BENI, Democratic Republic of Congo—Suspected ISIS terrorist affiliates killed at least 18 people in a village raid in eastern Congo on Sunday night, local sources said, while fighting resumed with the M23 rebel group in a neighbouring province.

Terrorists believed to be from the Allied Democratic Forces (ADF) killed residents and burned down houses in the village of Otomabere, in Irumu territory, Ituri Province, said a witness, a local chief and a local human rights group.

Congolese army spokesman Jules Ngongo confirmed the ADF attack without giving a death toll, and said Congolese forces were in pursuit of the assailants.

The ADF is an Ugandan ISIS affiliate that moved to eastern Congo in the 1990s.

The group carries out frequent attacks and killed more than 1,300 people between January 2021 and January 2022, according to a United Nations report.

“We were chatting with some friends outside (when) we heard gunshots, and everyone fled in a different direction. It was total panic,” said Kimwenza Malembe, a resident of Otomabere.

“This morning we counted 18 dead, killed by knives and firearms,” he said.

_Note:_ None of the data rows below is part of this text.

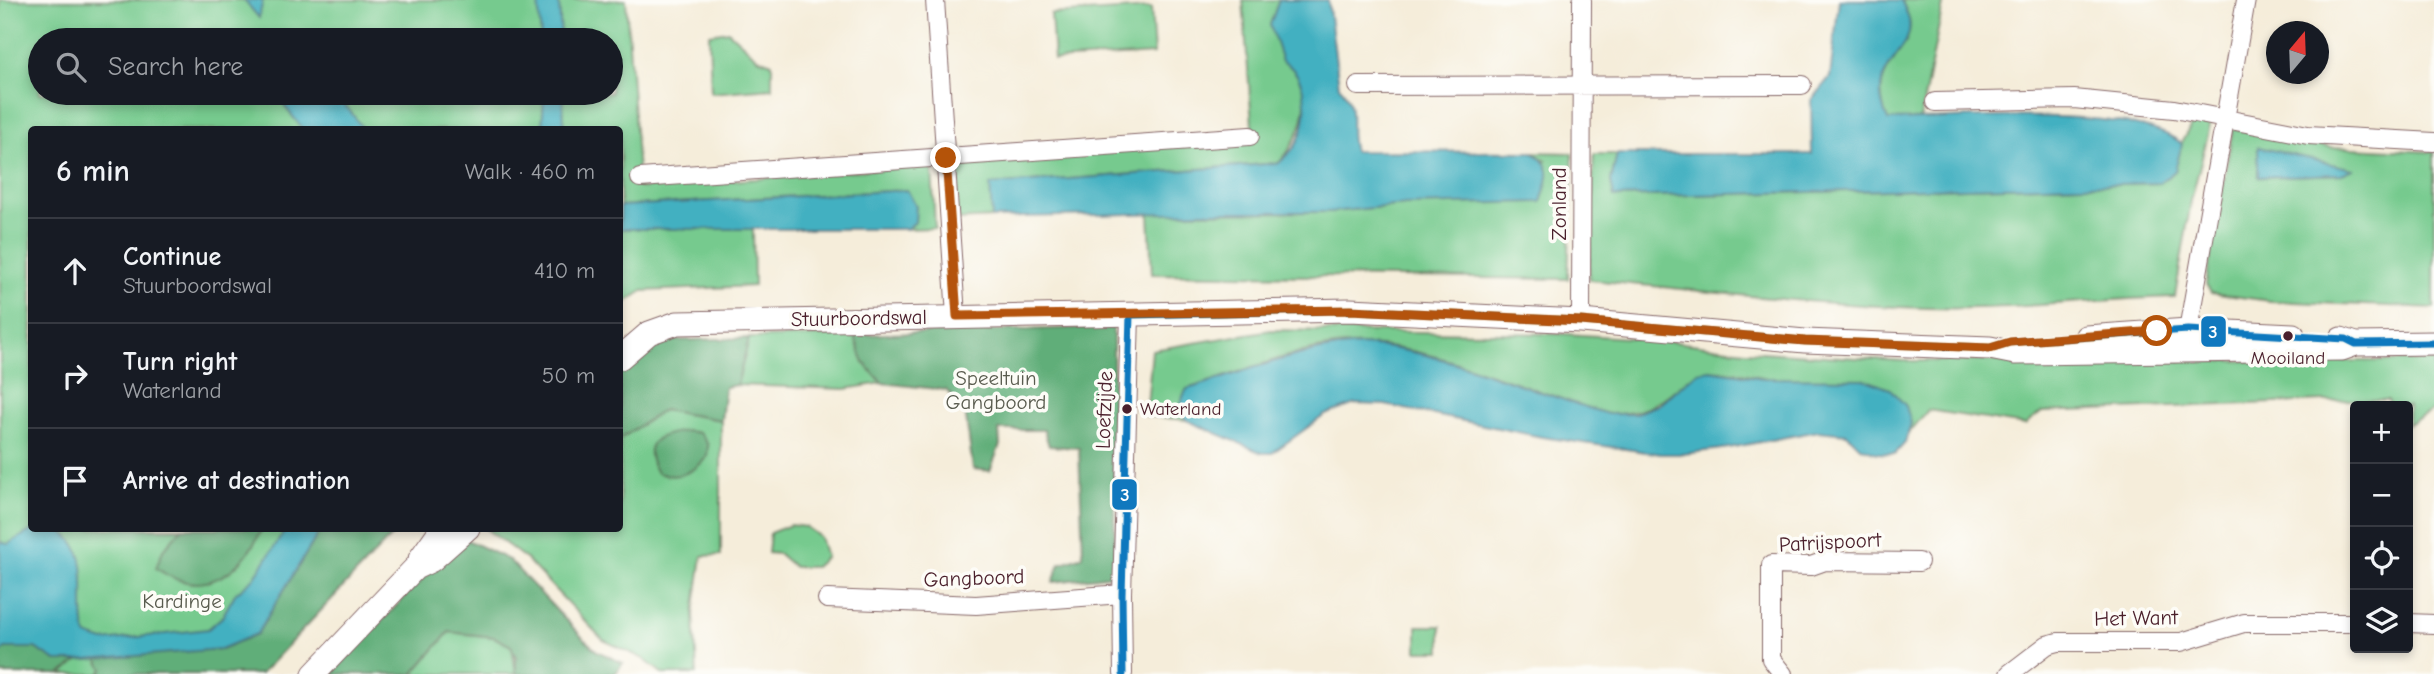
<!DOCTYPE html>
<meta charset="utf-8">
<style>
body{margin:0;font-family:"Comic Neue",sans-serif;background:#242831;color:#f1f3f6}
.controls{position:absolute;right:21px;bottom:21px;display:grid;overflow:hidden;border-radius:7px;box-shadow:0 4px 10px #0003}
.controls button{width:63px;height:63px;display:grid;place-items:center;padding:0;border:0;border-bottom:2px solid #363941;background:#171b24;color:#f1f3f6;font:35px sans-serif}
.compass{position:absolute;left:2266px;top:21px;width:63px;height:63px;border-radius:50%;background:#171b24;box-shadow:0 4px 10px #0003;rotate:19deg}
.stop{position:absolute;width:21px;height:21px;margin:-16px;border:5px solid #b45309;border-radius:50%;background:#fff}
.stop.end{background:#b45309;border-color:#fff;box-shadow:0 2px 7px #0008}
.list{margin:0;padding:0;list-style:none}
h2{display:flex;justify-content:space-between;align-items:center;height:91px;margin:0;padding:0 28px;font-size:30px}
h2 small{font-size:23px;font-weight:400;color:#9ea1a6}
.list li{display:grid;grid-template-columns:46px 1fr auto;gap:21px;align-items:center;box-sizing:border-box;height:105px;padding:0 28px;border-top:2px solid #363941}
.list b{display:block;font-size:26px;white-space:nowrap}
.list p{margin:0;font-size:23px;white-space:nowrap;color:#9ea1a6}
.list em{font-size:23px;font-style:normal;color:#9ea1a6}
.icon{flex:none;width:38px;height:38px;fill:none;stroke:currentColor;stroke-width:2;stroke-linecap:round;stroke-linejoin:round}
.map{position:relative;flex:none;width:2434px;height:674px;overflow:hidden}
.search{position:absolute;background:#171b24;box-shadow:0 4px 10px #0003;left:28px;top:28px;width:595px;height:77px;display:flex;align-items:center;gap:18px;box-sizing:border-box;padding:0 24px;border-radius:38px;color:#9ea1a6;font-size:26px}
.panel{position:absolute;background:#171b24;box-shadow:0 4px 10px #0003;left:28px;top:126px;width:595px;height:406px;border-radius:7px}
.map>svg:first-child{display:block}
.green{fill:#76ca8e;stroke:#60745c;stroke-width:2;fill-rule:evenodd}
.forest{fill:#60ae79;stroke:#556652;stroke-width:2}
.water{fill:#43b0c1;stroke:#466876;stroke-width:2}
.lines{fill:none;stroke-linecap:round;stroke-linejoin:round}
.minor-casing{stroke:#866768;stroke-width:20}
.tertiary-casing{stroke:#866768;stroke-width:25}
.minor{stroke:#fff;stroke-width:18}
.tertiary{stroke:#fff;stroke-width:23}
.bus-1-casing{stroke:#fdfcf7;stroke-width:12}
.bus-1{stroke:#1078be;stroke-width:7}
.route{stroke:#b45309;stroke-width:9}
.bus-dot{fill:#4a1f2b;stroke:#fdfcf7;stroke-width:2.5}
.labels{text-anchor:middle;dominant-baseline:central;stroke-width:7;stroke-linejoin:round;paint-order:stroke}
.bus-label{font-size:19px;fill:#4a1f2b;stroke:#fdfcf7}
.street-label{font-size:21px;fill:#4a1f2b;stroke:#fdfcf7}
.park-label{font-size:21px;fill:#595b4e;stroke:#fdfcf7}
.line-badge{stroke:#fdfcf7;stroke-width:2.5}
.badge-label{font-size:19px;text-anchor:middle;font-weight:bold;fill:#fff}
</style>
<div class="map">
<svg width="2434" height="674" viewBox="0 0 2434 674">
<rect width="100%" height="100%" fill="#fdfcf7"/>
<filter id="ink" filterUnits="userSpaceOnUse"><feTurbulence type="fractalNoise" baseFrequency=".0143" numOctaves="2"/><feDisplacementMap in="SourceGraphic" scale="14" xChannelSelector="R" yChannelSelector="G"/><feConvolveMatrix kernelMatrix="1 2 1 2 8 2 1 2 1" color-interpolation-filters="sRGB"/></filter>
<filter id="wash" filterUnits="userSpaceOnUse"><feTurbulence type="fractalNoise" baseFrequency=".00686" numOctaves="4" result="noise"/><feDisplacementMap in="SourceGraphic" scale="28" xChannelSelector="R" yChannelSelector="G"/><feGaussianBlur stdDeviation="1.57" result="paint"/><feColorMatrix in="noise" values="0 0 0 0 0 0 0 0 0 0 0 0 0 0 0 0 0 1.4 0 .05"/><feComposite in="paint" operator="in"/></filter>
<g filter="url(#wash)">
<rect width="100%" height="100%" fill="#f5edda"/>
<path class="green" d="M0,0H626L639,188L932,165L935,228L907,229L915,222L906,190L620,206V130H32V528L378,529L240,674H0ZM40,40H611V93H40Z
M1243,0H1279L1270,25C1280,42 1298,63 1303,82C1310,112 1298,142 1279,163L991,185L992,218L957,220L954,163L1253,139Z
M1901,0H1944L1920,120L1888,121C1863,63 1916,56 1909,20C1908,14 1904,6 1901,0Z
M1151,8L1154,54L1054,60L1051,14Z
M728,31L758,58L772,63V88L711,93L709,34Z
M2194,120L2211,122L2191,201L2175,297C2092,299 2008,311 1925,308C1812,305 1701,290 1589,280L1594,154H1617L1611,181L1614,197L2160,183L2175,171L2181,143Z
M2233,128L2330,147L2434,152V308L2270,301L2211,293L2206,284ZM2259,148L2352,169L2342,174L2258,177Z
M1533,152L1573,153L1568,279L1152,274L1149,213L1330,212L1405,205L1546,161Z
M620,229H753L754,286L643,291L620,306Z
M1271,330L1567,334L1660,340L1745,351L1905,361H2434V410L2408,424V406H2389L2388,400H2351L2042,412L2025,425L1928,410L1908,434L1911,422C1865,408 1746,363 1702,372C1694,373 1687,381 1680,386C1654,407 1642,414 1608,414C1528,391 1418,336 1335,346C1285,352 1236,375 1187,389L1182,414L1186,420L1146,416L1152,350Z
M854,335L864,363L882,383L845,389L737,385L749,338Z
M663,410L721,420V555L702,556L694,614L697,674H663L642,658L603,640L526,559L486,529L620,528V439Z
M790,525L806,527L820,537L826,557L815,567H794L779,554L768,553L770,533Z
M1417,626H1441V651H1417Z
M449,632L494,637L512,646L516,674H413Z"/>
<path class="forest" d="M1113,327L1115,575L1053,582L1060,564L1083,556L1079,448L1049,446L1044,430H999L1000,445L990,471L973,469L965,410L946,390L882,383L864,363L854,335Z
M749,338L737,385L725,387L721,420L663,410L620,439V368L622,365L659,341Z
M687,431L700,433L708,445L707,457C693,473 678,480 657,473C638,441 659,434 687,431Z
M182,528H262V529C240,575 202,601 156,568L163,550Z
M321,529H398L261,674H100L103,669L96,657L221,649L257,634Z
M465,539L509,560L583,638L597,651L623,663L615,674H516V657L511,646L494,637L449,632L413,674H331L422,579Z
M5,648H35L56,661L81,659L60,674H0V654Z"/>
<path class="water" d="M244,0H263L259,18Z
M538,0H559L561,40H541Z
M1279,0H1328L1339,86C1360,106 1346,127 1354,151L1533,152C1556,169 1548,178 1541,202L1405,205L1330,212H1203L992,218L990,185L1279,163C1284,158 1291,152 1295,146C1311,121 1309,74 1282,61L1270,25Z
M1839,0H1901C1904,6 1908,14 1909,20C1916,56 1862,64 1888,120C1951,119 2137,104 2182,144L2175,171L2160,183L1614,197L1611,181L1617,154H1812L1811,100L1830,77Z
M287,93C332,93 337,90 363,129H303L285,107L284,98Z
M544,93H563L564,129H542Z
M2258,147L2353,169L2342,174L2258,177Z
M907,190L916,206L915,222L907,229H620V206Z
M1364,345C1448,351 1527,391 1608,414H1634L1658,405L1698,372L1710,370L1764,378L1864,379L1890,389L1906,406L1911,423L1905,443L1895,454L1877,453L1860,447L1847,434L1818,431L1729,448L1683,454H1660L1542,437L1385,405L1355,404L1325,415L1272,453H1262L1186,420C1179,409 1180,399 1187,389C1246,372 1303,347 1364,345Z
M57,528C98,551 76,599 86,635L104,641L208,629L222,617L235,594L254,578L286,529H321L257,634L221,649L75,661H56L35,648H5L0,654V542L8,544L34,529Z"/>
</g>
<g filter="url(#ink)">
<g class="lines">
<g class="minor-casing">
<path id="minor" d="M935,0L956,316
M1358,86L1802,85
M1935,102L2074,99L2174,109L2308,135L2434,142
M640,178L1250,136
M1581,321L1582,0
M2188,330L2246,0
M827,599L976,605L1122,594
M2408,623L2434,624
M1123,674L1122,594L1130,315
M1783,674L1771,659V565L1811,566L1825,561L1919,562
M2009,674L2047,645L2058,642H2181L2244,623H2355"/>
</g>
<g class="tertiary-casing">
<path id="tertiary" d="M2086,337L2188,330L2293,335
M2341,339L2356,344L2434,343
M620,358L649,333L677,323L1350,310L1581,321L1805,341L1990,348L2015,353L2342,349L2356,344
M420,559L442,528
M314,674L415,568L432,560L468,528"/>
</g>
<use href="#minor" class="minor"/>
<use href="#tertiary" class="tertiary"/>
<g class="bus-1-casing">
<path id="bus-1" d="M1130,315L1350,310L1581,321L1805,341L1990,348L2010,342L2188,330L2346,339L2356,344L2434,343
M1123,674L1122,594L1130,315"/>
</g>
<use href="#bus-1" class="bus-1"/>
</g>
</g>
<g class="lines" filter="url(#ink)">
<path class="route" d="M946,158L957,316L1350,310L1581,321L1805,341L1990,348L2010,342L2157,331"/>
</g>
<g class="bus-dot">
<circle cx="2288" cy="336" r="6"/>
<circle cx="1127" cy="409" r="6"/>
</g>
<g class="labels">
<g class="bus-label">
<text x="2288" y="358">Mooiland</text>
<text x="1140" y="409" text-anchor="start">Waterland</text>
</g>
<g class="street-label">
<text transform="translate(1559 204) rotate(-90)">Zonland</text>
<text transform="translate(859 318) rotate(-1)">Stuurboordswal</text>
<text transform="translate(1104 410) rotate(-88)">Loefzijde</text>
<text transform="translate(1830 542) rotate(-3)">Patrijspoort</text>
<text transform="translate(974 578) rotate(-2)">Gangboord</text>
<text transform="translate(2136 618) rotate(-1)">Het Want</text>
</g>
<g class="park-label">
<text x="996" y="378">Speeltuin<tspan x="996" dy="24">Gangboord</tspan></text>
<text x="182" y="601">Kardinge</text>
</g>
</g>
<g class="line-badge">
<rect x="2200" y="315" width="27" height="33" rx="7" fill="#1078be"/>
<rect x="1111" y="478" width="27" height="33" rx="7" fill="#1078be"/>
</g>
<g class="badge-label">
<text x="2213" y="338">3</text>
<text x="1125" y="501">3</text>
</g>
</svg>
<div class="controls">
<button>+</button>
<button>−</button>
<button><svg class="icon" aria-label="locate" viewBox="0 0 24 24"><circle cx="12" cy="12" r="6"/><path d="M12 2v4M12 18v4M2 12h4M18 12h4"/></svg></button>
<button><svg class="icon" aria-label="layers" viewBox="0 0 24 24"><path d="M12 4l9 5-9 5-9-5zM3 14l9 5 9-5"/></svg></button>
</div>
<svg class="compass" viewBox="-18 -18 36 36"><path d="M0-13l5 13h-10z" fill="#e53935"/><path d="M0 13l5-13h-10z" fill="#9ea1a6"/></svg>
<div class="stop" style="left:2157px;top:331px"></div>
<div class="stop end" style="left:946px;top:158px"></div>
<div class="search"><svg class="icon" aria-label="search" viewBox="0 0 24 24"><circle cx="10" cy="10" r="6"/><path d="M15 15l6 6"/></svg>Search here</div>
<section class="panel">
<h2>6 min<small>Walk · 460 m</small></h2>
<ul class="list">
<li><svg class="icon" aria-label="ahead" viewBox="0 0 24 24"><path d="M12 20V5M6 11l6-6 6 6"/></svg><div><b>Continue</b><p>Stuurboordswal</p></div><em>410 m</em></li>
<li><svg class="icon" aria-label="right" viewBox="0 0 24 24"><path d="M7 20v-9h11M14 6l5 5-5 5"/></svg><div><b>Turn right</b><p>Waterland</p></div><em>50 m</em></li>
<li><svg class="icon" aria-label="arrive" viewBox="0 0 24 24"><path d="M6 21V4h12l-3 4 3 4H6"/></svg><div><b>Arrive at destination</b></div></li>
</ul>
</section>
</div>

Irumu chief Jonas Izorabo Lemi said he had received word of 20 dead. Christophe Munyanderu, coordinator of the local group Convention for the Respect of Human Rights (CRDH), also said the provisional death toll was 20.

Uganda has sent at least 1,700 troops to neighbouring Congo to help fight the ADF, and last week the two countries extended their joint operation launched late last year.

Further south, in North Kivu Province, fighting resumed on Monday between the Congolese army and the M23, a rebel group claiming to represent the interests of ethnic Tutsis, said Congo government spokesman Patrick Muyaya.

The government accuses Rwanda of supporting the M23, which Rwanda denies. The group’s resurgence in recent weeks has caused a diplomatic rift between the two neighbours.